**Problem to work on**: Entries must be copied exactly, with nothing left out.

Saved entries
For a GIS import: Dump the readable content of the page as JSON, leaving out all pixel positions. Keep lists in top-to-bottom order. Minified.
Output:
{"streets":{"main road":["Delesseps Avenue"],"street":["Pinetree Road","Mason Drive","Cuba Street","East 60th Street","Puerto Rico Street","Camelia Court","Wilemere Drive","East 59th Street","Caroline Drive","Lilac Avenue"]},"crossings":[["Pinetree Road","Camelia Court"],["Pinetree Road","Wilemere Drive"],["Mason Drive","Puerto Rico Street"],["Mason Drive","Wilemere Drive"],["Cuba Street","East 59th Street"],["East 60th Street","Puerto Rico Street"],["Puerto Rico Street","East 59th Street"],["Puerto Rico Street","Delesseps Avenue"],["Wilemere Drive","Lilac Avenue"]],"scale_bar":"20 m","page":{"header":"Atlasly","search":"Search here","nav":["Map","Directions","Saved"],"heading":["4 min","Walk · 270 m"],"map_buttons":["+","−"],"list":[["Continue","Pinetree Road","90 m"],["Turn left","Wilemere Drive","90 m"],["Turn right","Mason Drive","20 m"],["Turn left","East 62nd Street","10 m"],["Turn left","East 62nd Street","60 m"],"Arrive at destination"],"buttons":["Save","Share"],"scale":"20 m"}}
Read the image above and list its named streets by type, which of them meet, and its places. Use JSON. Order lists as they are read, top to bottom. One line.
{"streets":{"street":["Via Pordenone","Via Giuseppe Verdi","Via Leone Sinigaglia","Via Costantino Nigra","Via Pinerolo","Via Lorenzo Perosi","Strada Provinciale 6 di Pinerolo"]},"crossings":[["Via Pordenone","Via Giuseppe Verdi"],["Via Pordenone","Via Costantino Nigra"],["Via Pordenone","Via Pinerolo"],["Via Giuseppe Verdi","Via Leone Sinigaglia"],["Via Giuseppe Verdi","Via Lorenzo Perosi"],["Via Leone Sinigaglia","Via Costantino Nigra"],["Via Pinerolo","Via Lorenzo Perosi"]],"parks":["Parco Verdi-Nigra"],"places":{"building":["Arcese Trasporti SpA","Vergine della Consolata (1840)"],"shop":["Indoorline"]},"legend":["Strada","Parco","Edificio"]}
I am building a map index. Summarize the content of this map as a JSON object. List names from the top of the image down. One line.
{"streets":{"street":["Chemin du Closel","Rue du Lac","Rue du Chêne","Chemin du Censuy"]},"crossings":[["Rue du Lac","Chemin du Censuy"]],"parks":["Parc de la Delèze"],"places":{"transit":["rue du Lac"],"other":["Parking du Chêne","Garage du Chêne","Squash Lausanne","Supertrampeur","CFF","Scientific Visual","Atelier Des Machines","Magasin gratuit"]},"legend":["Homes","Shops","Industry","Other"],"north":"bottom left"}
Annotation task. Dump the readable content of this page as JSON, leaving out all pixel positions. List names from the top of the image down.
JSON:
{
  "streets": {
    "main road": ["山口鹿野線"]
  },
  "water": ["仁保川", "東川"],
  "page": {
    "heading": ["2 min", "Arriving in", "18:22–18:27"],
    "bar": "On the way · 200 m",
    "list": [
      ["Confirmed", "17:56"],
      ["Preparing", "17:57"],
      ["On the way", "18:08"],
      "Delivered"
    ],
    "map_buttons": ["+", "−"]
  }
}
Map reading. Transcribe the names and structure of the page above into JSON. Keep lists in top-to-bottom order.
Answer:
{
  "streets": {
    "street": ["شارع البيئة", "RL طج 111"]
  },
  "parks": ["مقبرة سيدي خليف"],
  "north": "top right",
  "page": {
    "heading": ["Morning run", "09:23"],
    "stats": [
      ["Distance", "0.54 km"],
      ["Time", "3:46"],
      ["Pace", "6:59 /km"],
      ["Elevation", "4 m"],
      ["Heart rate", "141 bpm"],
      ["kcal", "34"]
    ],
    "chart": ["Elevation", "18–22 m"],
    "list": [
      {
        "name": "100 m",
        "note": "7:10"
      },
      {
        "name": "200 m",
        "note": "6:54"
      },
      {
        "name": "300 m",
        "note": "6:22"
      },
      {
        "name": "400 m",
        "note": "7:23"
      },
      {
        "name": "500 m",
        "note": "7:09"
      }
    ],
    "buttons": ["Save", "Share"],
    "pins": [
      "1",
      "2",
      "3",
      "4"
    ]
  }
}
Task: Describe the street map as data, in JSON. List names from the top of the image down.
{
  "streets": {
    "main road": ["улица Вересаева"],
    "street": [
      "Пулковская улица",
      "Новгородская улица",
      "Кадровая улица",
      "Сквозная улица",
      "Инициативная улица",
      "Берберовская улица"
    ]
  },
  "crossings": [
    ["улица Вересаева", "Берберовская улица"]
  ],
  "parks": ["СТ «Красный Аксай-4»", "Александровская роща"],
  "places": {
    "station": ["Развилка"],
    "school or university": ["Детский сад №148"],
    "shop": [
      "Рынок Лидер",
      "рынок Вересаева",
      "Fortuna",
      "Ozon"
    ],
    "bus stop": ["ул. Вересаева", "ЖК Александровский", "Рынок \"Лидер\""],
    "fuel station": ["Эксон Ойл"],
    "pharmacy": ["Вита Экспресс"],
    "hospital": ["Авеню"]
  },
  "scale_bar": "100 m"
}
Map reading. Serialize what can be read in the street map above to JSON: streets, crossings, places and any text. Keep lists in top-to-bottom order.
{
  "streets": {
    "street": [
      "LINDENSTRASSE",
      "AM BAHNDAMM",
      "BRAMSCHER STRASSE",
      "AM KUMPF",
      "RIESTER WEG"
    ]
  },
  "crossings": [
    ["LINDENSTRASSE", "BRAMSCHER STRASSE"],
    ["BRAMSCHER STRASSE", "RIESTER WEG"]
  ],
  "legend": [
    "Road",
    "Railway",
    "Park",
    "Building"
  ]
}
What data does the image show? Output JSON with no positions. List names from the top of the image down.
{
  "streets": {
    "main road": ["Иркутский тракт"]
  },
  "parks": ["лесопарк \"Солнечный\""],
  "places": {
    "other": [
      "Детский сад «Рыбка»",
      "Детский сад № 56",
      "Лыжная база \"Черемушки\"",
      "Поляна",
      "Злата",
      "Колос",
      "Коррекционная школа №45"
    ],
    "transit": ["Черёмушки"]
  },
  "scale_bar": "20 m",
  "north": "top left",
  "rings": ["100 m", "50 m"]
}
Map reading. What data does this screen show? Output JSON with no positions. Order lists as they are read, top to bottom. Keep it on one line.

**Solution for this task**:
For a GIS import: Dump the readable content of the page as JSON, leaving out all pixel positions. Keep lists in top-to-bottom order. Minified.
Output:
{"streets":{"main road":["Delesseps Avenue"],"street":["Pinetree Road","Mason Drive","Cuba Street","East 60th Street","Puerto Rico Street","Camelia Court","Wilemere Drive","East 59th Street","Caroline Drive","Lilac Avenue"]},"crossings":[["Pinetree Road","Camelia Court"],["Pinetree Road","Wilemere Drive"],["Mason Drive","Puerto Rico Street"],["Mason Drive","Wilemere Drive"],["Cuba Street","East 59th Street"],["East 60th Street","Puerto Rico Street"],["Puerto Rico Street","East 59th Street"],["Puerto Rico Street","Delesseps Avenue"],["Wilemere Drive","Lilac Avenue"]],"scale_bar":"20 m","page":{"header":"Atlasly","search":"Search here","nav":["Map","Directions","Saved"],"heading":["4 min","Walk · 270 m"],"map_buttons":["+","−"],"list":[["Continue","Pinetree Road","90 m"],["Turn left","Wilemere Drive","90 m"],["Turn right","Mason Drive","20 m"],["Turn left","East 62nd Street","10 m"],["Turn left","East 62nd Street","60 m"],"Arrive at destination"],"buttons":["Save","Share"],"scale":"20 m"}}
Read the image above and list its named streets by type, which of them meet, and its places. Use JSON. Order lists as they are read, top to bottom. One line.
{"streets":{"street":["Via Pordenone","Via Giuseppe Verdi","Via Leone Sinigaglia","Via Costantino Nigra","Via Pinerolo","Via Lorenzo Perosi","Strada Provinciale 6 di Pinerolo"]},"crossings":[["Via Pordenone","Via Giuseppe Verdi"],["Via Pordenone","Via Costantino Nigra"],["Via Pordenone","Via Pinerolo"],["Via Giuseppe Verdi","Via Leone Sinigaglia"],["Via Giuseppe Verdi","Via Lorenzo Perosi"],["Via Leone Sinigaglia","Via Costantino Nigra"],["Via Pinerolo","Via Lorenzo Perosi"]],"parks":["Parco Verdi-Nigra"],"places":{"building":["Arcese Trasporti SpA","Vergine della Consolata (1840)"],"shop":["Indoorline"]},"legend":["Strada","Parco","Edificio"]}
I am building a map index. Summarize the content of this map as a JSON object. List names from the top of the image down. One line.
{"streets":{"street":["Chemin du Closel","Rue du Lac","Rue du Chêne","Chemin du Censuy"]},"crossings":[["Rue du Lac","Chemin du Censuy"]],"parks":["Parc de la Delèze"],"places":{"transit":["rue du Lac"],"other":["Parking du Chêne","Garage du Chêne","Squash Lausanne","Supertrampeur","CFF","Scientific Visual","Atelier Des Machines","Magasin gratuit"]},"legend":["Homes","Shops","Industry","Other"],"north":"bottom left"}
Annotation task. Dump the readable content of this page as JSON, leaving out all pixel positions. List names from the top of the image down.
JSON:
{
  "streets": {
    "main road": ["山口鹿野線"]
  },
  "water": ["仁保川", "東川"],
  "page": {
    "heading": ["2 min", "Arriving in", "18:22–18:27"],
    "bar": "On the way · 200 m",
    "list": [
      ["Confirmed", "17:56"],
      ["Preparing", "17:57"],
      ["On the way", "18:08"],
      "Delivered"
    ],
    "map_buttons": ["+", "−"]
  }
}
Map reading. Transcribe the names and structure of the page above into JSON. Keep lists in top-to-bottom order.
Answer:
{
  "streets": {
    "street": ["شارع البيئة", "RL طج 111"]
  },
  "parks": ["مقبرة سيدي خليف"],
  "north": "top right",
  "page": {
    "heading": ["Morning run", "09:23"],
    "stats": [
      ["Distance", "0.54 km"],
      ["Time", "3:46"],
      ["Pace", "6:59 /km"],
      ["Elevation", "4 m"],
      ["Heart rate", "141 bpm"],
      ["kcal", "34"]
    ],
    "chart": ["Elevation", "18–22 m"],
    "list": [
      {
        "name": "100 m",
        "note": "7:10"
      },
      {
        "name": "200 m",
        "note": "6:54"
      },
      {
        "name": "300 m",
        "note": "6:22"
      },
      {
        "name": "400 m",
        "note": "7:23"
      },
      {
        "name": "500 m",
        "note": "7:09"
      }
    ],
    "buttons": ["Save", "Share"],
    "pins": [
      "1",
      "2",
      "3",
      "4"
    ]
  }
}
Task: Describe the street map as data, in JSON. List names from the top of the image down.
{
  "streets": {
    "main road": ["улица Вересаева"],
    "street": [
      "Пулковская улица",
      "Новгородская улица",
      "Кадровая улица",
      "Сквозная улица",
      "Инициативная улица",
      "Берберовская улица"
    ]
  },
  "crossings": [
    ["улица Вересаева", "Берберовская улица"]
  ],
  "parks": ["СТ «Красный Аксай-4»", "Александровская роща"],
  "places": {
    "station": ["Развилка"],
    "school or university": ["Детский сад №148"],
    "shop": [
      "Рынок Лидер",
      "рынок Вересаева",
      "Fortuna",
      "Ozon"
    ],
    "bus stop": ["ул. Вересаева", "ЖК Александровский", "Рынок \"Лидер\""],
    "fuel station": ["Эксон Ойл"],
    "pharmacy": ["Вита Экспресс"],
    "hospital": ["Авеню"]
  },
  "scale_bar": "100 m"
}
Map reading. Serialize what can be read in the street map above to JSON: streets, crossings, places and any text. Keep lists in top-to-bottom order.
{
  "streets": {
    "street": [
      "LINDENSTRASSE",
      "AM BAHNDAMM",
      "BRAMSCHER STRASSE",
      "AM KUMPF",
      "RIESTER WEG"
    ]
  },
  "crossings": [
    ["LINDENSTRASSE", "BRAMSCHER STRASSE"],
    ["BRAMSCHER STRASSE", "RIESTER WEG"]
  ],
  "legend": [
    "Road",
    "Railway",
    "Park",
    "Building"
  ]
}
What data does the image show? Output JSON with no positions. List names from the top of the image down.
{
  "streets": {
    "main road": ["Иркутский тракт"]
  },
  "parks": ["лесопарк \"Солнечный\""],
  "places": {
    "other": [
      "Детский сад «Рыбка»",
      "Детский сад № 56",
      "Лыжная база \"Черемушки\"",
      "Поляна",
      "Злата",
      "Колос",
      "Коррекционная школа №45"
    ],
    "transit": ["Черёмушки"]
  },
  "scale_bar": "20 m",
  "north": "top left",
  "rings": ["100 m", "50 m"]
}
Map reading. What data does this screen show? Output JSON with no positions. Order lists as they are read, top to bottom. Keep it on one line.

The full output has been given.